Hezekiah was a good king but the flattery of receiving attention from the Babylonian monarch led him to give way to vanity. He showed the Babylonian king’s messengers all his treasures and his government. Because of this, God sent Isaiah to tell him that that nation would carry his treasures away in the future, as well as his descendants (Isa. 39:6-7). Coupled with that warning was the warning by Micah that the nation would also suffer exile in that foreign nation (Mic. 4:16). Micah lived the same years as Isaiah, and like Isaiah gave several prophecies of the coming Messiah, but also spoke of the fortunes of Judah.

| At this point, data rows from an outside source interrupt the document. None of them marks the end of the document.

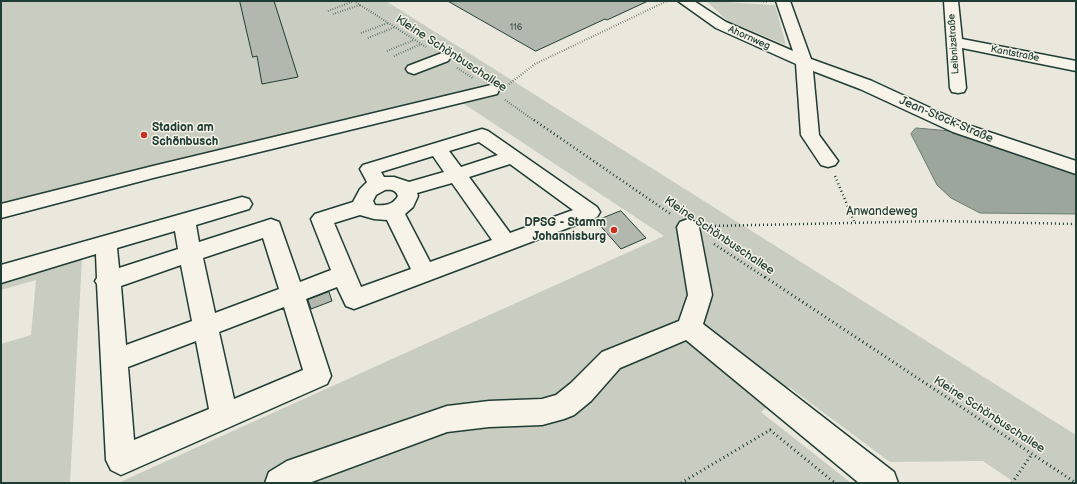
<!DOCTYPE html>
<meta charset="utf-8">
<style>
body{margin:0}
#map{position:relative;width:1077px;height:484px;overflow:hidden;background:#eae8dd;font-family:"Balsamiq Sans",sans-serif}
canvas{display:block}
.frame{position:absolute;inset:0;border:2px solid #1f3d34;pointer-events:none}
</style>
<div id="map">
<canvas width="1077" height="484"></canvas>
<div class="frame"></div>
</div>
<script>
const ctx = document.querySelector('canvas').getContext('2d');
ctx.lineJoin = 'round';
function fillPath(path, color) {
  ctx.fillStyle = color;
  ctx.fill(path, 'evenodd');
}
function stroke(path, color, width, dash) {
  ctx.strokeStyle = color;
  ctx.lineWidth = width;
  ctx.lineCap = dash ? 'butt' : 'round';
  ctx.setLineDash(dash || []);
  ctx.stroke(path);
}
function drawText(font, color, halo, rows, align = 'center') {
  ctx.font = font + ' "Balsamiq Sans",sans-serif';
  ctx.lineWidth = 3;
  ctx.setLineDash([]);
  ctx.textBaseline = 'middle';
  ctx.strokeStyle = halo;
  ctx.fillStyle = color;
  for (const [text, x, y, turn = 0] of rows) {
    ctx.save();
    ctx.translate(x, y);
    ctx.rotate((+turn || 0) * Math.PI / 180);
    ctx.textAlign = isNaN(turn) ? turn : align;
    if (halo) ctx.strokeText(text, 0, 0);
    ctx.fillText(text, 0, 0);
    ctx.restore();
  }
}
const green = new Path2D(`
 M 1,1 L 386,1 L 1076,435 L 1076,483 L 1015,483 L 983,461 L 890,462 L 789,387 L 761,412 L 851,483 L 118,483 L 664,236 L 449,94 L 1,206 Z
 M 706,1 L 775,5 L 786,45 L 728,21 Z
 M 82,258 L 70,483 L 1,483 L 1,344 L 31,335 L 36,280 L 1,290 L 1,281 Z`);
const water = new Path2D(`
 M 916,128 L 951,131 L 991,146 L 1076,172 L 1076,214 L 980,213 L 951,198 L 937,185 L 911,134 Z`);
const building = new Path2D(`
 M 240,1 L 274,1 L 298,77 L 262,84 L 257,56 L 253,57 Z
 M 448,1 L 648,1 L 607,20 L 605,19 L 536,51 Z
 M 621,211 L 646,238 L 621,249 L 596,221 Z
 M 329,292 L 332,301 L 311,309 L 308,300 Z`);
const pathFar2 = new Path2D(`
 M 354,1 L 426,47
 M 756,1 L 767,2
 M 328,11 L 354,1
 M 333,14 L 360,5
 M 361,33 L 388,23
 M 368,38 L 395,27
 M 387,51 L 414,40
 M 394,56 L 421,44
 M 457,68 L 473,78
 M 509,84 L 535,64 L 667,1
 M 505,100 L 535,121`);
const pathFar1 = new Path2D(`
 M 534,120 L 672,215
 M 835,176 L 854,221
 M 711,226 L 939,221 L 1076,224
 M 714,244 L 766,278`);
const path = new Path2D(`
 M 765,277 L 1076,483
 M 681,483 L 770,430 L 835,483
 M 1012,483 L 1032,454`);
const minor = new Path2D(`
 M 678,1 L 694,1 L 726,22 L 793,51 L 776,1 L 790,1 L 811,59 L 872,81 L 965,124 L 1076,161 L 1076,174 L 953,132 L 860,89 L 813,71 L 819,135 L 838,161 L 835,165 L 828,167 L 821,165 L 801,135 L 796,64 L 716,28 Z
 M 944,1 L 958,1 L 962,39 L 1076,61 L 1076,71 L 962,48 L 966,88 L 964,92 L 958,93 L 952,92 L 950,88 Z
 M 442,53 L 448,55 L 450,58 L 448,61 L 414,74 L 408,72 L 406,69 L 408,66 Z
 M 491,85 L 497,86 L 499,90 L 497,94 L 153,178 L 1,218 L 1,204 L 153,166 Z
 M 482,129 L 488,131 L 597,207 L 600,212 L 597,217 L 354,309 L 346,306 L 337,287 L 306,299 L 331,376 L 327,384 L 121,475 L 111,470 L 106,460 L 97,284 L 95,281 L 97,278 L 96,254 L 1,283 L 1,265 L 242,197 L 249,199 L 252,204 L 249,209 L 196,225 L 199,242 L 271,219 L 279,222 L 300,282 L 331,270 L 311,219 L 315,214 L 353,202 L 360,189 L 367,182 L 360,169 L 363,165 ZM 479,142 L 498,155 L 461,167 L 449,151 ZM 433,156 L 444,172 L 409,182 L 394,177 L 384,177 L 381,172 ZM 510,164 L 573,210 L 510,233 L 469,177 ZM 452,183 L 492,240 L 430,262 L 405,214 L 413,207 L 418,196 L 417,193 ZM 385,190 C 391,189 396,190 398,196 C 393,205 385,206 375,205 L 373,201 L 376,195 ZM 360,215 L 374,219 L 387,220 L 411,269 L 361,287 L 334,223 ZM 175,231 L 178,249 L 119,268 L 117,248 ZM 263,238 L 279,289 L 215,313 L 203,258 ZM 181,265 L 192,321 L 126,345 L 121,286 ZM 284,307 L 303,370 L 234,399 L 219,332 ZM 196,341 L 209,409 L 134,440 L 128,367 Z
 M 688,219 L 696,222 L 699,227 L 712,295 L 703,324 L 894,472 L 898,483 L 859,483 L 686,340 L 620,368 L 591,401 L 574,415 L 564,419 L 542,425 L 489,427 L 447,432 L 309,483 L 265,483 L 269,472 L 287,461 L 447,406 L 489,401 L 542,399 L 556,395 L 571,383 L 602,352 L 679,321 L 688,295 L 677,227 L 680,222 Z`);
const markers = [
 [144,135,4,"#c8321e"],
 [614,230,4,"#c8321e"]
];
const farNumbernames = [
 ["116",516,28]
];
const farStreetnames = [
 ["Ahornweg",749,38,24],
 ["Leibnizstraße",954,44,-94],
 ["Kantstraße",1015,54,11]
];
const streetNames = [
 ["Kleine Schönbuschallee",451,54,33],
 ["Jean-Stock-Straße",946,120,23],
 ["Anwandeweg",882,212],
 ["Kleine Schönbuschallee",719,236,34],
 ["Kleine Schönbuschallee",989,415,33]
];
const poiNames = [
 ["Stadion am",152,128],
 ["Schönbusch",152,142],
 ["DPSG - Stamm",606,223,"right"],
 ["Johannisburg",606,237,"right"]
];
fillPath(green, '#c8ccc1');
fillPath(water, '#9ca69c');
stroke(water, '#6a7c72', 1);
fillPath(building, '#b2b8ae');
stroke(building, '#1f3d34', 1);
stroke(minor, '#1f3d34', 3);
stroke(pathFar2, '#1f3d34', 2, [0.5, 2]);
stroke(pathFar1, '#1f3d34', 2.5, [1, 3]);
stroke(path, '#1f3d34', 3, [1, 3.5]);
fillPath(minor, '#f7f3e8');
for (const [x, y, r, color] of markers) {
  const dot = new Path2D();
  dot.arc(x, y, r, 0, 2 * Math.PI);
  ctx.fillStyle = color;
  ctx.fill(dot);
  stroke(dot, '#f7f3e8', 1.5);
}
drawText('9px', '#445c52', null, farNumbernames);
drawText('10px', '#1f3d34', '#f7f3e8', farStreetnames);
drawText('12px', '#1f3d34', '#f7f3e8', streetNames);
drawText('bold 12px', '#1f3d34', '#f7f3e8', poiNames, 'left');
</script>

All was not hopeless, however. For as exile was predicted for Judah, redemption and return to their nation’s land was foretold. This accompanied the amazing revelation of the name of he who would allow the captives to return to Judah: Cyrus. In Isaiah’s prediction, God spoke of Cyrus as “my shepherd, and shall perform all my pleasure” (Isa. 44:28). The Lord’s words continued about the work of Cyrus “saying of Jerusalem, she shall be built: and of the temple, and thy foundation shall be laid” (Isa. 44:28). Remember, it would be about 80 years before the first of three different groups would be exiled to Babylon. It would be 150 years before Cyrus would issues his decree allowing Judah to return to their country. When Isaiah wrote his prophecy, Jerusalem had not been destroyed and Solomon’s temple still stood. Isaiah passed from the scene. The inspired records said nothing about his death nor circumstances surrounding it. There was a strong tradition among the Jews in the first century that Manasseh, Hezekiah’s son who replaced him on his throne, had sawed the prophet in two. The Hebrew writer’s words of the suffering of God’s people that “they were stoned, they were sawn asunder, they were tempted” (Heb. 11:37) were regarded as a reference to Isaiah’s death, but we do not know. What we do know is that while Isaiah’s voice was silenced by his death, the words he uttered were from God, and of His words God said, “So shall my word be that goeth forth out of my mouth. It is shall not return to me void, but shall accomplish that which I please and prosper in the things whereunto I sent it” (Isa. 55:11).
The characters on the world’s stage changed. Assyria had destroyed Samaria and dispersed her, but she had in time been defeated and subdued, just as she had cruelly treated others. Isaiah had prophesied this would occur (Isa. 10:12).
As the decades slipped away, Babylon came on the scene and placed Judah in subjection to her. Destruction and exile were coming on the nation and Jeremiah, the “weeping prophet,” began his work during the reign of Josiah (Jer. 1:3-4). Josiah was a great-great-great grandson of Hezekiah and Judah’s last good king. Jeremiah was, like Moses before him, reluctant to do the task God called him to do. But once he entered into the task, he was faithful to God among the most trying of circumstances. One of the first visions God gave to Jeremiah was of a boiling caldron from the north. God would bring kings against Judah, later identifying that threat coming on them as Babylon. In later years, after both Josiah’s death and that of his son and likely in early years of Zedekiah, God gave Jeremiah a vision of two baskets of figs (Jer. 24:1-7). One basket of figs was very good; the other basket, bad — unfit to eat. God said the basket of good figs represented those who had been exiled; the basket of bad figs were those left in Jerusalem and Judah. Those in Babylon would prosper and God would bring them back to Judah. But the bad figs meant anguish and suffering: destruction, and finally a remaining few who also were deported to Babylon. Jeremiah’s message was unpopular: submit to the yoke of Babylon and prosper. Resist Babylon and suffer famine, disease, and death. But though unpopular, it proved to be true.
Daniel was among the first who were exiled to Babylon in about 606 B.C. (Dan. 1:18). The second exile occurred in 597 B.C. when Jehoiachin, Hezekiah’s great-great-great grandson, was taken to Babylon at 18 years of age and there remained captive until his death. Isaiah’s prophecy had come to pass: “… and of thy sons that shall issue from thee, which thou shall beget, shall be taken away, and they shall be eunuchs in the palace of the king of Babylon” (Isa. 39:7). Finally, Nebuchadnezzar besieged and destroyed Jerusalem and the temple. He carried a third but smaller group of exiles to Babylon along with Zedekiah, another son of Josiah, whose sons had been slain before his eyes before his eyes were put out. It was about 587 B.C. There was hope, however. In his many prophecies of Judah’s fortunes, Jeremiah had predicted that while exile was inevitable, it would end in seventy years (Jeremiah 29:10-14). God’s words were true. The nation and descendants of Hezekiah were exiled in a strange land. The temple had been burned with fire. But the exiles would return after seventy years of servitude in Babylon, as God had promised. As His word had not failed in the past, it would not fail in the future. Truly, “Heaven and earth shall pass away, but my words shall not pass away” (Matt. 24:35).